Most wastewater plants need all three technologies, which is why Seztec carries all three.
Abrasive, dense, variable, and full of things that should not be in there. A wetted meter in an RAS or WAS line is a consumable with a maintenance program attached. Clamp-on transducers on the outside are not in the abrasion path at all. The Compu-Flow C6 Fixed Doppler is built for this: 4–20 mA into SCADA, transducer submersible to 200 ft, cable runs to 5000 ft.
Discharge monitoring is not a nice-to-have. When the number has to satisfy an inspector rather than an operator, you want MCERTS accreditation — the MSFM is certified for exactly this. The conversation then is about the data, not about whether the instrument that produced it was adequate.

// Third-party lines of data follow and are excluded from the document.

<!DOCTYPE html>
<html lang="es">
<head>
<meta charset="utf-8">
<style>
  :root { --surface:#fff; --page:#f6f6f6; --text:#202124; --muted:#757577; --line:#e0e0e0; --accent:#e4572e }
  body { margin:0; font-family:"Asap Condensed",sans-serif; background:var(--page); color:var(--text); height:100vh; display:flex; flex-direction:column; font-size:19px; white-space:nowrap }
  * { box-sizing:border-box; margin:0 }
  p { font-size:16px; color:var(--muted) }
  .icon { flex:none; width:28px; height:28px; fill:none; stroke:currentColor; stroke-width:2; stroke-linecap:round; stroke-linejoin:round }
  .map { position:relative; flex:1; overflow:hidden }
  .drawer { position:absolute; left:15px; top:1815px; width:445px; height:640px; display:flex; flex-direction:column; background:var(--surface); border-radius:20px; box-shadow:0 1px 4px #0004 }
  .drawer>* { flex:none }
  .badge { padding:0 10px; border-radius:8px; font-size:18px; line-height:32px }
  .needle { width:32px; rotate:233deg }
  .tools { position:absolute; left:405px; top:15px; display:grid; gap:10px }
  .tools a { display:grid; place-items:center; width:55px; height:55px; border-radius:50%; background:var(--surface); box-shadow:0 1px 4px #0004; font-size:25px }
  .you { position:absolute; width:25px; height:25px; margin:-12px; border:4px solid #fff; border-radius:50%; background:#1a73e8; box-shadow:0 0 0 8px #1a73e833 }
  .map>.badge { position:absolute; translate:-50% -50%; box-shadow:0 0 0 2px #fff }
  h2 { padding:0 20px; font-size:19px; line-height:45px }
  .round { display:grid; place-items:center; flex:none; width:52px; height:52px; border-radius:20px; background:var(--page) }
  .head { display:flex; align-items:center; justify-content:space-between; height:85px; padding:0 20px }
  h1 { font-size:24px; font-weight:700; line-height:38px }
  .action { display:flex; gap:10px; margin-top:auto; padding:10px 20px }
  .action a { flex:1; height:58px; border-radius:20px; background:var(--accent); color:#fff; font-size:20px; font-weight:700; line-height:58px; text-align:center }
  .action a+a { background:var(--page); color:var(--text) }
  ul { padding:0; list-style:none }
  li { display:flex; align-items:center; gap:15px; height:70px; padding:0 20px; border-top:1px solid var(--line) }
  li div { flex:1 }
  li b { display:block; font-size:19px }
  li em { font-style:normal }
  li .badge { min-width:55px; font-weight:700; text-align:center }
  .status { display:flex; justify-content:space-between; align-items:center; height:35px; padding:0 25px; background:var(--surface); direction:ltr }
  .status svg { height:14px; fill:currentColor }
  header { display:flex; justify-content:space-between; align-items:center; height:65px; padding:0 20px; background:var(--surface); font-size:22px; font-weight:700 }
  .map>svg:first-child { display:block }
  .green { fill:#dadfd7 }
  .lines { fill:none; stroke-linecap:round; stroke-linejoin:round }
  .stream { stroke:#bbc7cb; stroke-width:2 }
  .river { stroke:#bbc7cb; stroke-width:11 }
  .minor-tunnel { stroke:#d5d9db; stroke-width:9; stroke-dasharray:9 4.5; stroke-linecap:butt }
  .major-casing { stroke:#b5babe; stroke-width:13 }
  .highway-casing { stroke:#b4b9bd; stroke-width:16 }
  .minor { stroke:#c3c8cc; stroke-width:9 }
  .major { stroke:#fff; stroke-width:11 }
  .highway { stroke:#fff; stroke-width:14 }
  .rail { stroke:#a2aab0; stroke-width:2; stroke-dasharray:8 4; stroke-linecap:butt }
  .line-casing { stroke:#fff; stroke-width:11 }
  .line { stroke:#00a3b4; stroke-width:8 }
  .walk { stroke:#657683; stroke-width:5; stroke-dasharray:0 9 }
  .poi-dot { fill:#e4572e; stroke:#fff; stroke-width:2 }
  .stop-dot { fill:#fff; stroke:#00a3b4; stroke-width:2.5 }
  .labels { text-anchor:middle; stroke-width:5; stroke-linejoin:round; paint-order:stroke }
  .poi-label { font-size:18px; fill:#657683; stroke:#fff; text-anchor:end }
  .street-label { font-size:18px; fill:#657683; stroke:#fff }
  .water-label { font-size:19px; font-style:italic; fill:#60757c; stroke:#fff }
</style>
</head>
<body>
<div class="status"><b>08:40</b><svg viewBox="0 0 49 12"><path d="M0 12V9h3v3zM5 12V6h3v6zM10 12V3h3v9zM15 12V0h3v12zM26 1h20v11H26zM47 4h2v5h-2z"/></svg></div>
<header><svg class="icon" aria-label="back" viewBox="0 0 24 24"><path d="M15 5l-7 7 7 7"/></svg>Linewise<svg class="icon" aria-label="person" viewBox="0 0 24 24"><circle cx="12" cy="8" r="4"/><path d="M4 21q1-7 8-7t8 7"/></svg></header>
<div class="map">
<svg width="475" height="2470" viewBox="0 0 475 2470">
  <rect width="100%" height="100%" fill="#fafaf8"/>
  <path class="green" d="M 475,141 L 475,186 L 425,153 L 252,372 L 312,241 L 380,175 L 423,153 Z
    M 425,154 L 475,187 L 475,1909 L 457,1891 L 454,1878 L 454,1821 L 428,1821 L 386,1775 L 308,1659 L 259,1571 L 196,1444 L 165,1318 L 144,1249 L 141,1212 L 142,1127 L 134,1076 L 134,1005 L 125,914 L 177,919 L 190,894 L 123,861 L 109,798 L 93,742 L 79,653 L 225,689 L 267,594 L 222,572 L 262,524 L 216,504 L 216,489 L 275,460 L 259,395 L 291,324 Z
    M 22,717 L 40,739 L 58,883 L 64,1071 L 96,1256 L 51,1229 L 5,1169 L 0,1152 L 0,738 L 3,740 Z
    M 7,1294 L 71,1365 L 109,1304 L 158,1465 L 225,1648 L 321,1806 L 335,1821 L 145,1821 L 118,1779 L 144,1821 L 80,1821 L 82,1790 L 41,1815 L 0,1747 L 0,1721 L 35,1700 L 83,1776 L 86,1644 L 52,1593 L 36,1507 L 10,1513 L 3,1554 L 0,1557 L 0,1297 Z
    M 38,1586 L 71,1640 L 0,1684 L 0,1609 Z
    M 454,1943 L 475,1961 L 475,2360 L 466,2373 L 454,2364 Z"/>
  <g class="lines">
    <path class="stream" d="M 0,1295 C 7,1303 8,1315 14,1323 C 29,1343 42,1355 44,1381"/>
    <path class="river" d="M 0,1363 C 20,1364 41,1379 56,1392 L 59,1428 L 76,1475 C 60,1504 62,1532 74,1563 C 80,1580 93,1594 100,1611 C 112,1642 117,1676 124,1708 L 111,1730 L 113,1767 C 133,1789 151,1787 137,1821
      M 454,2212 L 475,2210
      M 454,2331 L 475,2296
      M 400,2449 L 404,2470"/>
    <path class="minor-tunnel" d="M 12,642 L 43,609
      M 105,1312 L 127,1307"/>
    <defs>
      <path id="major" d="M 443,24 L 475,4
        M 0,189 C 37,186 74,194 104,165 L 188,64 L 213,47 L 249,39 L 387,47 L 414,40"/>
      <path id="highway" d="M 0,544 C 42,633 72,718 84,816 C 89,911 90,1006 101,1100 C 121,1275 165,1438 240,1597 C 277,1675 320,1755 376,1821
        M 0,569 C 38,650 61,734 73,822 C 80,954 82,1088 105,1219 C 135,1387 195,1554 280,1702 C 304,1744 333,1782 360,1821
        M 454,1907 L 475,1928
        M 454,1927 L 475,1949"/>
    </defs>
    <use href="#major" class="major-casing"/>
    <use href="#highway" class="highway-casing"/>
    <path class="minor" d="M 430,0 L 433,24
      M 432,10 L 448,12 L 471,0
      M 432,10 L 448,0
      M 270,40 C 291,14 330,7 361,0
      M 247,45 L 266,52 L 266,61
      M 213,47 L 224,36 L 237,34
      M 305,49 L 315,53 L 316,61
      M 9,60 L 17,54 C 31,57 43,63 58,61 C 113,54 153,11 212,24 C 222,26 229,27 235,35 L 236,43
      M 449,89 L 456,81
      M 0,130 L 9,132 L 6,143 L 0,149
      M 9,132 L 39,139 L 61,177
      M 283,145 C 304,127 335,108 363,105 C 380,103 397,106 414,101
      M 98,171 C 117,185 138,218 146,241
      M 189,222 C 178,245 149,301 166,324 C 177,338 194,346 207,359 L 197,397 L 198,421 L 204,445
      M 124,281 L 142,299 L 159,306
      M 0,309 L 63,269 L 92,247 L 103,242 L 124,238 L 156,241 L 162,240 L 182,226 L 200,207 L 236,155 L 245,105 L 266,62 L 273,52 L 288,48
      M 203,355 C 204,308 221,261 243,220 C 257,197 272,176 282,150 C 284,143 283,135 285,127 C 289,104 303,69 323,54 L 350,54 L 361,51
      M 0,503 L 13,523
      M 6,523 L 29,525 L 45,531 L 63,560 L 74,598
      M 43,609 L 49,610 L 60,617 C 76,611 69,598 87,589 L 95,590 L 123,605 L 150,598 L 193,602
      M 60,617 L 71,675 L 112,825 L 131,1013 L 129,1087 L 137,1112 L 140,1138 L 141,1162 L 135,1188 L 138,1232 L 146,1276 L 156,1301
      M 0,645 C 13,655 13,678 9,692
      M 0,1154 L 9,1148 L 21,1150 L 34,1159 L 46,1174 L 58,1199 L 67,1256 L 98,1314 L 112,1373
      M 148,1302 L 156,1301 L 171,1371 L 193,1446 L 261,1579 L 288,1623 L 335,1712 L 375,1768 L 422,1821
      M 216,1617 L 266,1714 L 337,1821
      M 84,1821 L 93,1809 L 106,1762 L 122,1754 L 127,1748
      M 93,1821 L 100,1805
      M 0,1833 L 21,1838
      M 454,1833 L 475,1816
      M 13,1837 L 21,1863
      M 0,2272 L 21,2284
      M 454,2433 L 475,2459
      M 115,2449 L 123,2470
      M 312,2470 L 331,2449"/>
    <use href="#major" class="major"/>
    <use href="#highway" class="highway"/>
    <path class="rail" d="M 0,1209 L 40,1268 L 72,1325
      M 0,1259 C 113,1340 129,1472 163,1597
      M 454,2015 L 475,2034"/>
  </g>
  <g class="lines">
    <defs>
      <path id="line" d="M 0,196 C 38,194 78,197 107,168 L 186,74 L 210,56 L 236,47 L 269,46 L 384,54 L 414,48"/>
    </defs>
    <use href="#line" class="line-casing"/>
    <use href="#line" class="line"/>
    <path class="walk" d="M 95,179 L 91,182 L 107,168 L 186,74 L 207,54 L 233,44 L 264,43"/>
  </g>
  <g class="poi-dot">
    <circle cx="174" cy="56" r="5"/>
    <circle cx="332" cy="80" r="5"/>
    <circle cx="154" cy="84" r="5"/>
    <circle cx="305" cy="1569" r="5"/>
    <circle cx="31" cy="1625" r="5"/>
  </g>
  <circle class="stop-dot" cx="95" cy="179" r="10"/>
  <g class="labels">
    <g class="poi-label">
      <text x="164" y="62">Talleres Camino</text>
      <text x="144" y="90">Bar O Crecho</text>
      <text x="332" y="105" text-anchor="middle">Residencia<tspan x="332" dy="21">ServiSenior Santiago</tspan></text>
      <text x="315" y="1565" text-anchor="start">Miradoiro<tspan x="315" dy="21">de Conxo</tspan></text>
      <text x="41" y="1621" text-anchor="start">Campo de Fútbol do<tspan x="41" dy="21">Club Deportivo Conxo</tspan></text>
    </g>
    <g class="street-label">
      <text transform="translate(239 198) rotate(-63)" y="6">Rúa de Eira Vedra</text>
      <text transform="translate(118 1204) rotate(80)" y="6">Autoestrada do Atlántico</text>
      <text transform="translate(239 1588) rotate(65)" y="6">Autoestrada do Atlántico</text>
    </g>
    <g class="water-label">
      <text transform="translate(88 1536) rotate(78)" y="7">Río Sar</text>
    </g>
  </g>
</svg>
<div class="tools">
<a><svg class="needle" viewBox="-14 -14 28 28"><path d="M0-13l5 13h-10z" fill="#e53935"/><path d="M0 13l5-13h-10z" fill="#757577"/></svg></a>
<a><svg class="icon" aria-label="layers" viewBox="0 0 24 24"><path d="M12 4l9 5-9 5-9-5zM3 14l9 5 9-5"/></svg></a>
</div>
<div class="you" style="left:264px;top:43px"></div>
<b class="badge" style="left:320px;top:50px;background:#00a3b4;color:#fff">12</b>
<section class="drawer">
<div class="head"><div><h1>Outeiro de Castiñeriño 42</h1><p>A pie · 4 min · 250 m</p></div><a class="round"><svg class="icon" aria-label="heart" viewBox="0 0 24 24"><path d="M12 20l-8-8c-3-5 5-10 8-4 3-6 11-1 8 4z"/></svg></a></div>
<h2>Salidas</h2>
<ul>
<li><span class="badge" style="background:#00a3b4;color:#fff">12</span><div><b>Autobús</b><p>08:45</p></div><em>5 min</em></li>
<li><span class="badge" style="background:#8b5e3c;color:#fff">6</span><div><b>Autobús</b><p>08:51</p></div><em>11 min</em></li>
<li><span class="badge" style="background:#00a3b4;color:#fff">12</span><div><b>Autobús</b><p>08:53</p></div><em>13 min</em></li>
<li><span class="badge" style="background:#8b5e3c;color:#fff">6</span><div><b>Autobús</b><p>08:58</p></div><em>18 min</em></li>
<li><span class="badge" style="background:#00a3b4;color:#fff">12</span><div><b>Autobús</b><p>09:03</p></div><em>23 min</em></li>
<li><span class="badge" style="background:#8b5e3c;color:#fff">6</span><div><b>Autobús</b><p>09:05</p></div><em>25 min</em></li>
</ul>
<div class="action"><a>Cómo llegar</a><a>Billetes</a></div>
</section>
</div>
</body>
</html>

A huge proportion of a collection system is gravity flow, and gravity pipes are not full. Put a clamp-on meter on one and it multiplies velocity by the full pipe area and reports roughly double the real flow — with no error flag and a number that looks entirely reasonable.
Sewers need area velocity: the ORAKEL (permanent, expands to 16 sensors) or the MSFM (portable, MCERTS, five-year battery, GSM telemetry — and its ATEX-rated battery pack is not decoration, because a sewer generates methane and hydrogen sulfide).
Groundwater and stormwater getting into a sanitary system means you are treating water you should not be. Finding it means instrumenting many points across a catchment and correlating flow against rainfall — which is why the ORAKEL's expansion to 16 sensors on one control unit and the MSFM's telemetry matter. This is a network problem, not a point problem.